_Try it_
Below is a block of entries; repeat all of it exactly but omit the pictures.

_Saved data entries_

• • • •

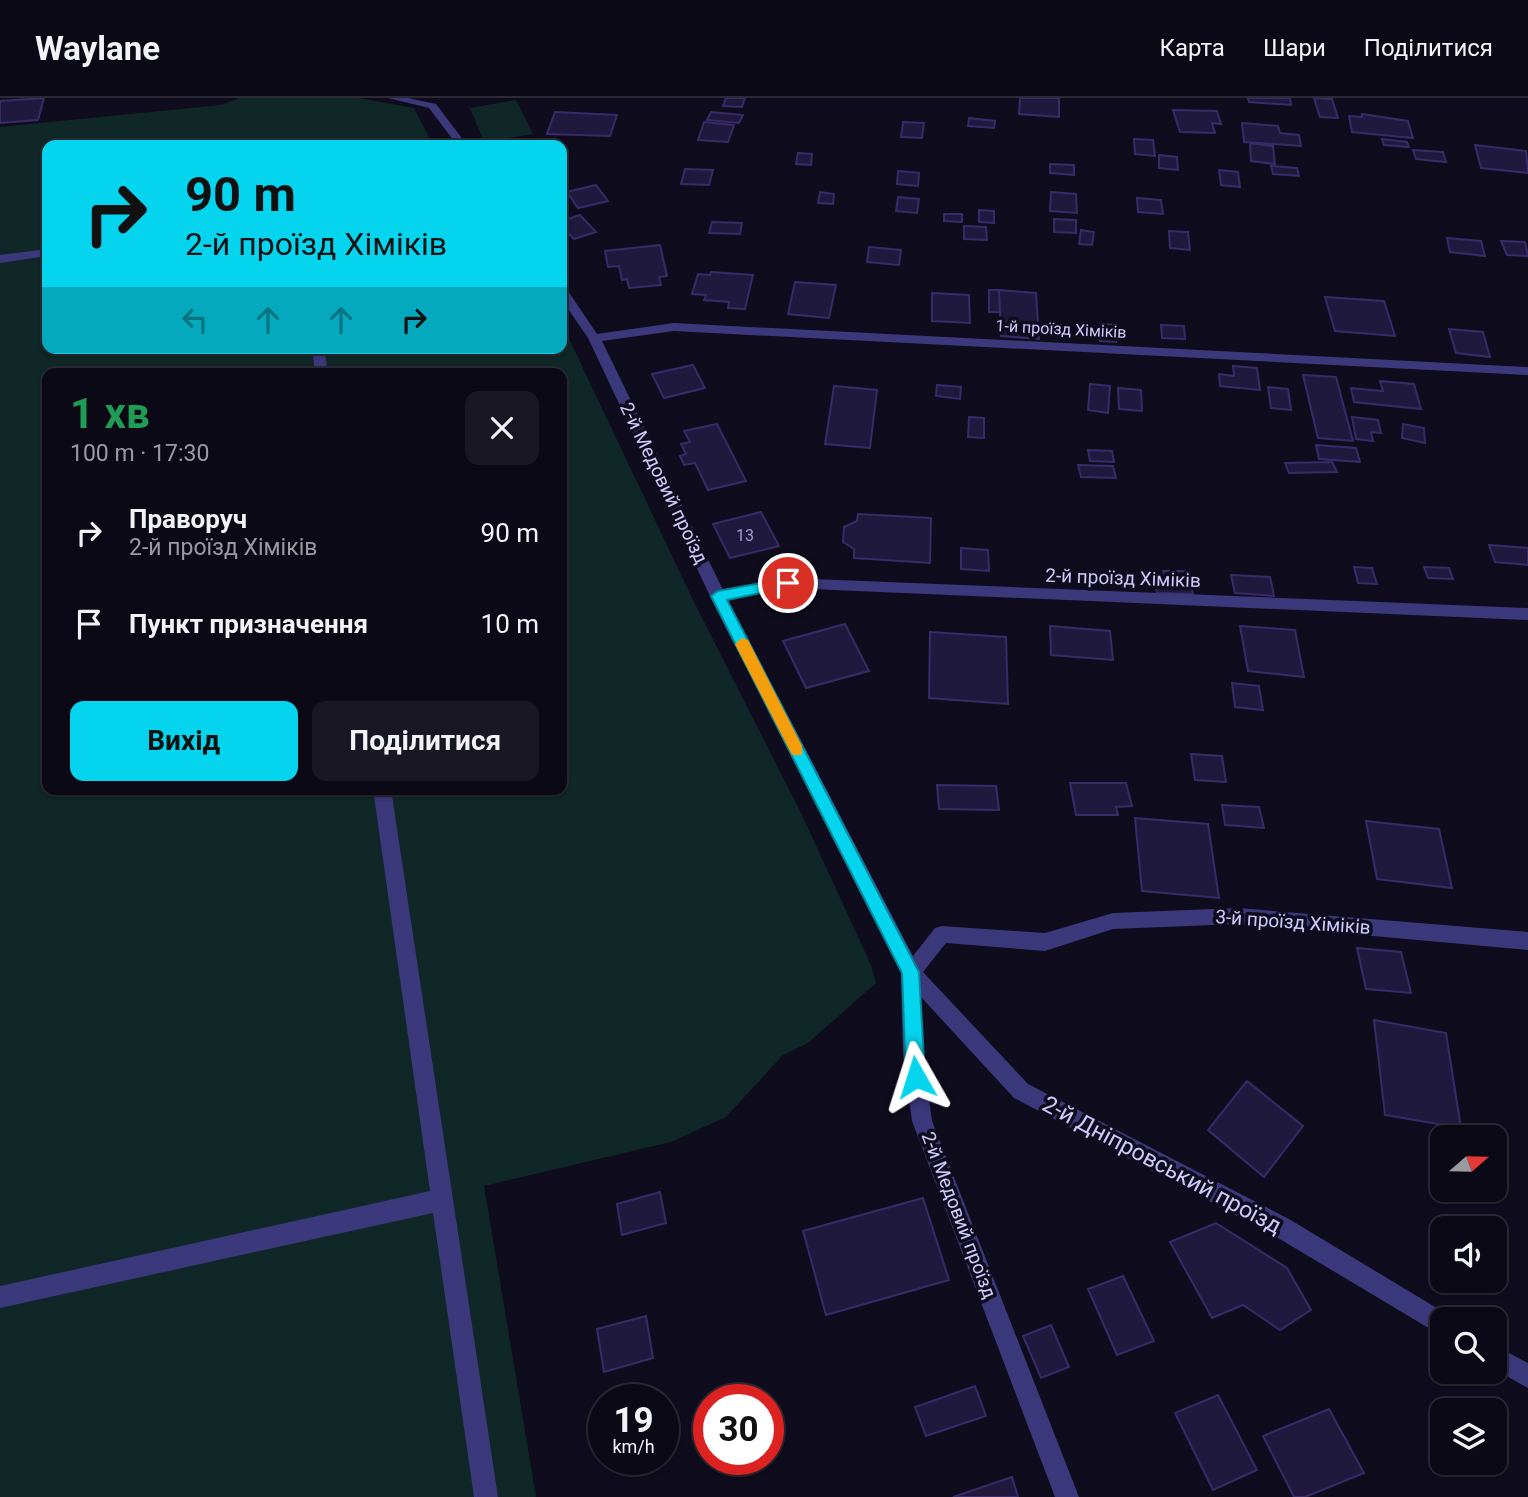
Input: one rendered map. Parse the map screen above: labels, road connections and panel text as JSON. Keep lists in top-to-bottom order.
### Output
{
  "streets": {
    "street": [
      "1-й проїзд Хіміків",
      "2-й Медовий проїзд",
      "2-й проїзд Хіміків",
      "3-й проїзд Хіміків",
      "2-й Дніпровський проїзд"
    ]
  },
  "crossings": [
    ["1-й проїзд Хіміків", "2-й Медовий проїзд"],
    ["2-й Медовий проїзд", "2-й проїзд Хіміків"],
    ["2-й Медовий проїзд", "3-й проїзд Хіміків"],
    ["2-й Медовий проїзд", "2-й Дніпровський проїзд"],
    ["3-й проїзд Хіміків", "2-й Дніпровський проїзд"]
  ],
  "house_numbers": ["13"],
  "north": "right",
  "page": {
    "header": "Waylane",
    "nav": ["Карта", "Шари", "Поділитися"],
    "turn": ["90 m", "2-й проїзд Хіміків"],
    "heading": ["1 хв", "100 m · 17:30"],
    "list": [
      {
        "name": "Праворуч",
        "note": "2-й проїзд Хіміків",
        "value": "90 m"
      },
      {
        "name": "Пункт призначення",
        "value": "10 m"
      }
    ],
    "buttons": ["Вихід", "Поділитися"],
    "speed": "19 km/h",
    "limit": "30"
  }
}
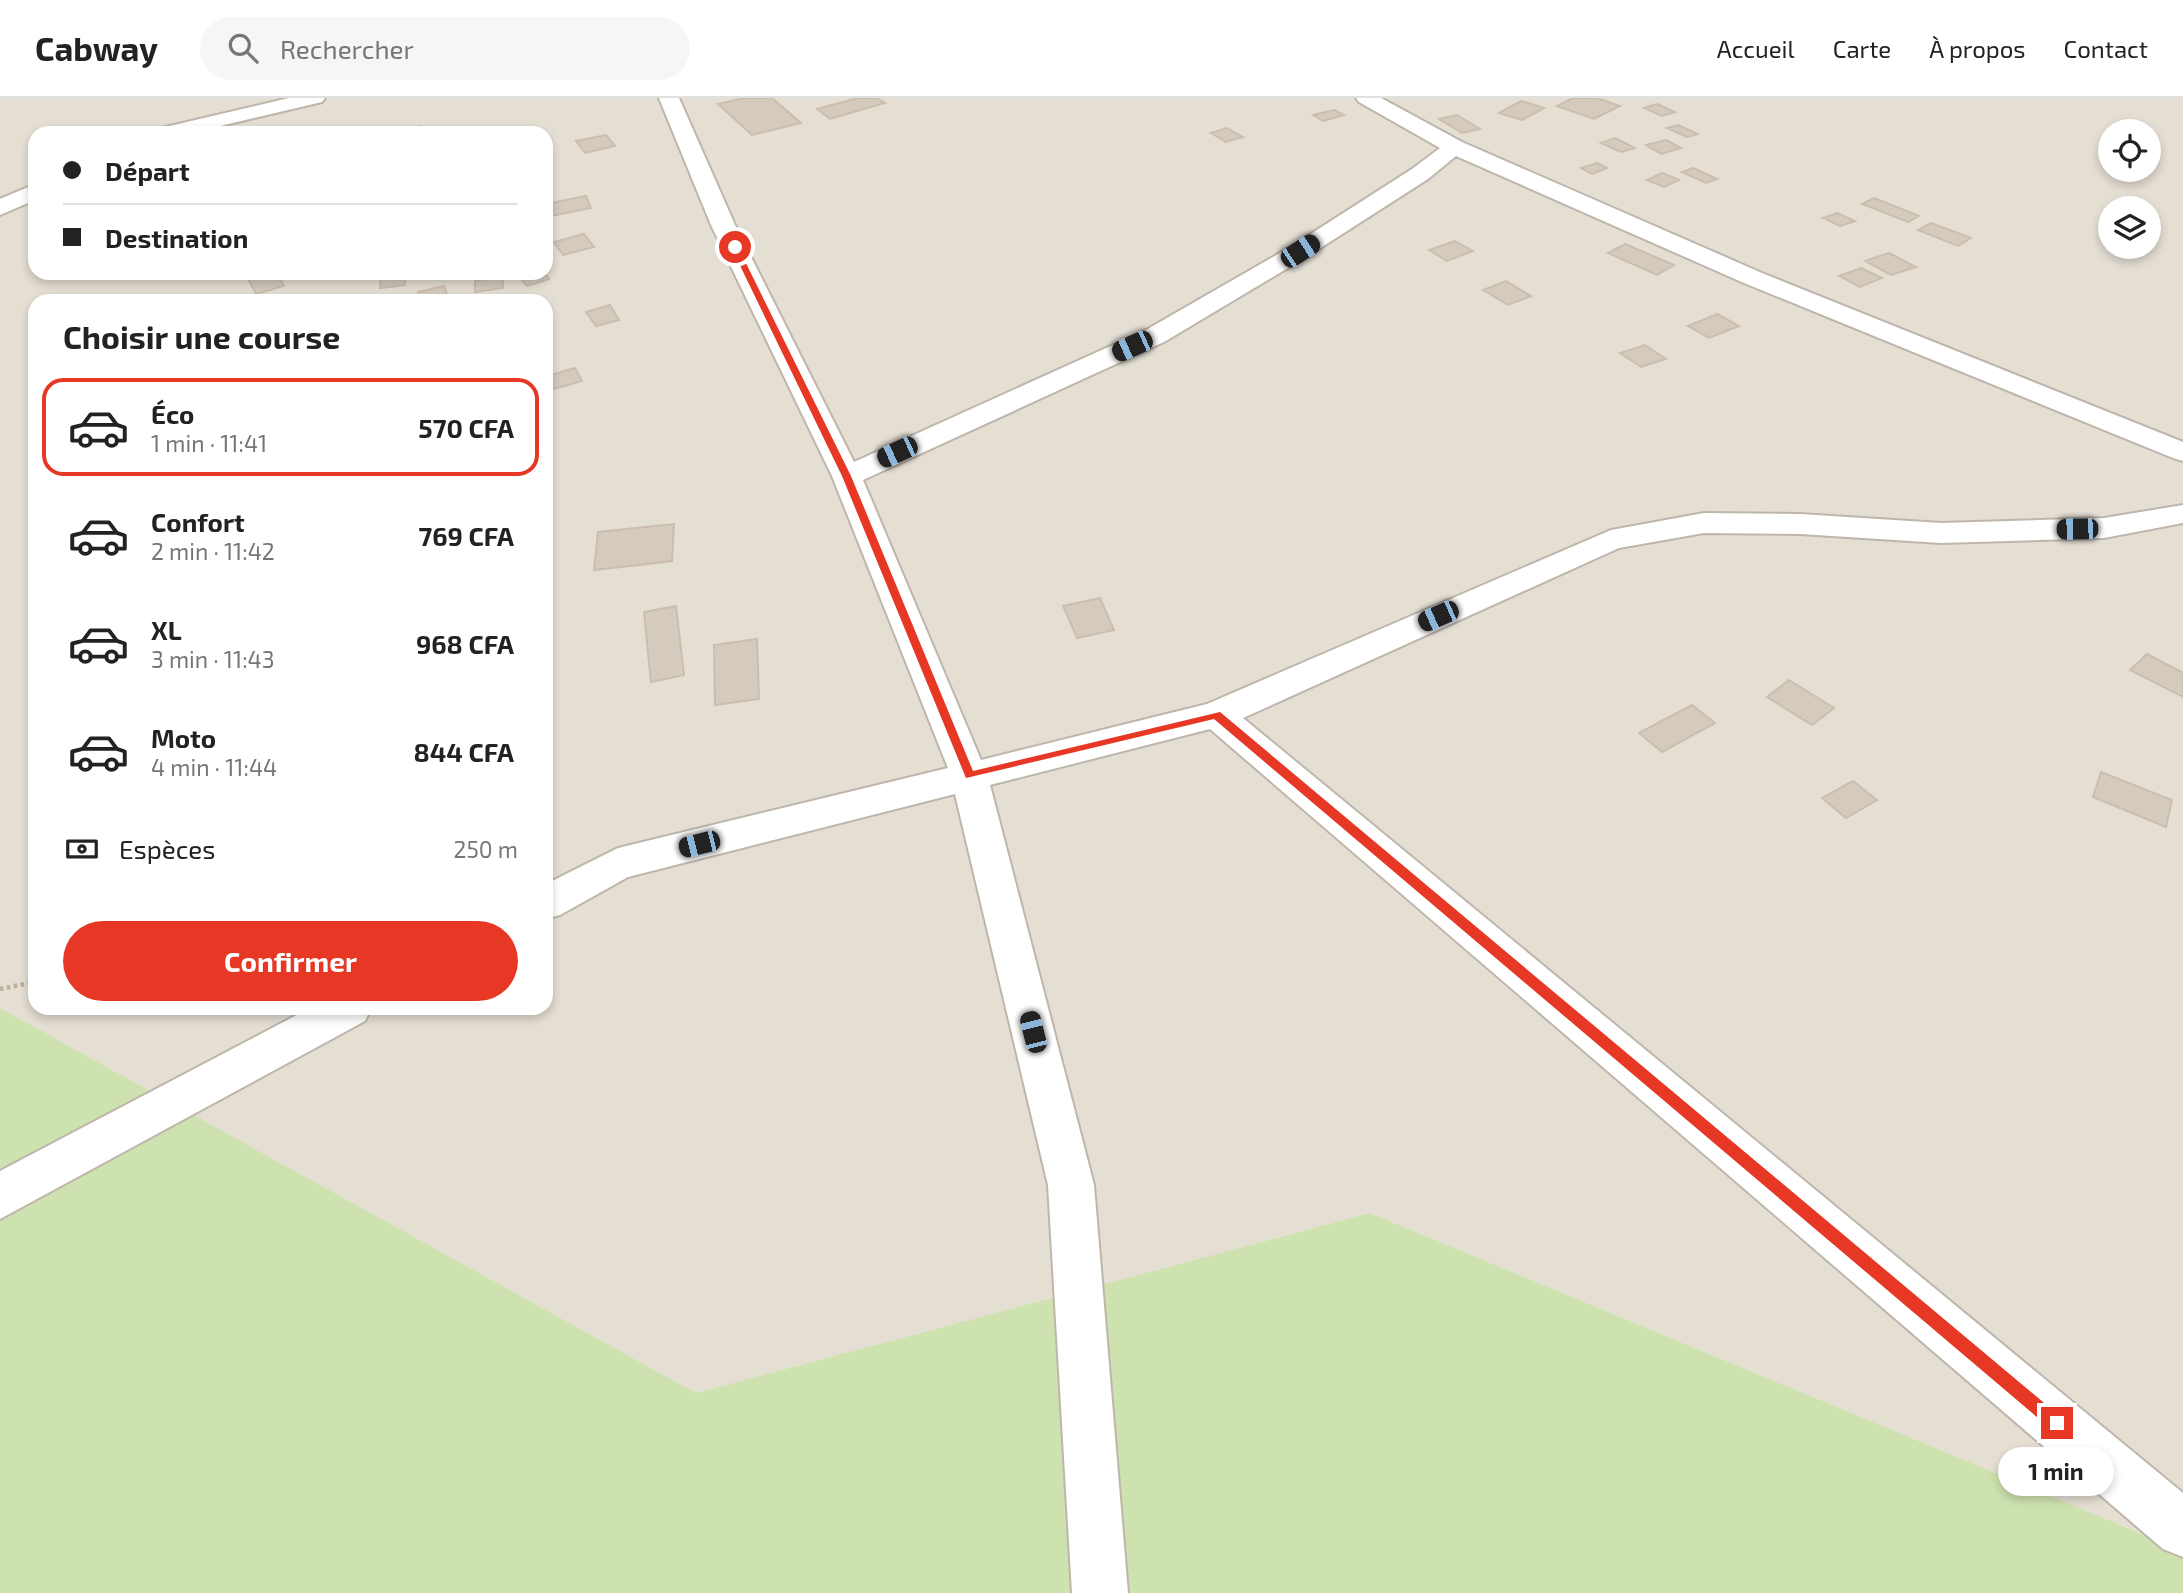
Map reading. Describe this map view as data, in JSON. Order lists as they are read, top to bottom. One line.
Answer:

• • • •

_Your solution_
Input: one rendered map. Parse the map screen above: labels, road connections and panel text as JSON. Keep lists in top-to-bottom order.
### Output
{
  "streets": {
    "street": [
      "1-й проїзд Хіміків",
      "2-й Медовий проїзд",
      "2-й проїзд Хіміків",
      "3-й проїзд Хіміків",
      "2-й Дніпровський проїзд"
    ]
  },
  "crossings": [
    ["1-й проїзд Хіміків", "2-й Медовий проїзд"],
    ["2-й Медовий проїзд", "2-й проїзд Хіміків"],
    ["2-й Медовий проїзд", "3-й проїзд Хіміків"],
    ["2-й Медовий проїзд", "2-й Дніпровський проїзд"],
    ["3-й проїзд Хіміків", "2-й Дніпровський проїзд"]
  ],
  "house_numbers": ["13"],
  "north": "right",
  "page": {
    "header": "Waylane",
    "nav": ["Карта", "Шари", "Поділитися"],
    "turn": ["90 m", "2-й проїзд Хіміків"],
    "heading": ["1 хв", "100 m · 17:30"],
    "list": [
      {
        "name": "Праворуч",
        "note": "2-й проїзд Хіміків",
        "value": "90 m"
      },
      {
        "name": "Пункт призначення",
        "value": "10 m"
      }
    ],
    "buttons": ["Вихід", "Поділитися"],
    "speed": "19 km/h",
    "limit": "30"
  }
}
Map reading. Describe this map view as data, in JSON. Order lists as they are read, top to bottom. One line.
Answer:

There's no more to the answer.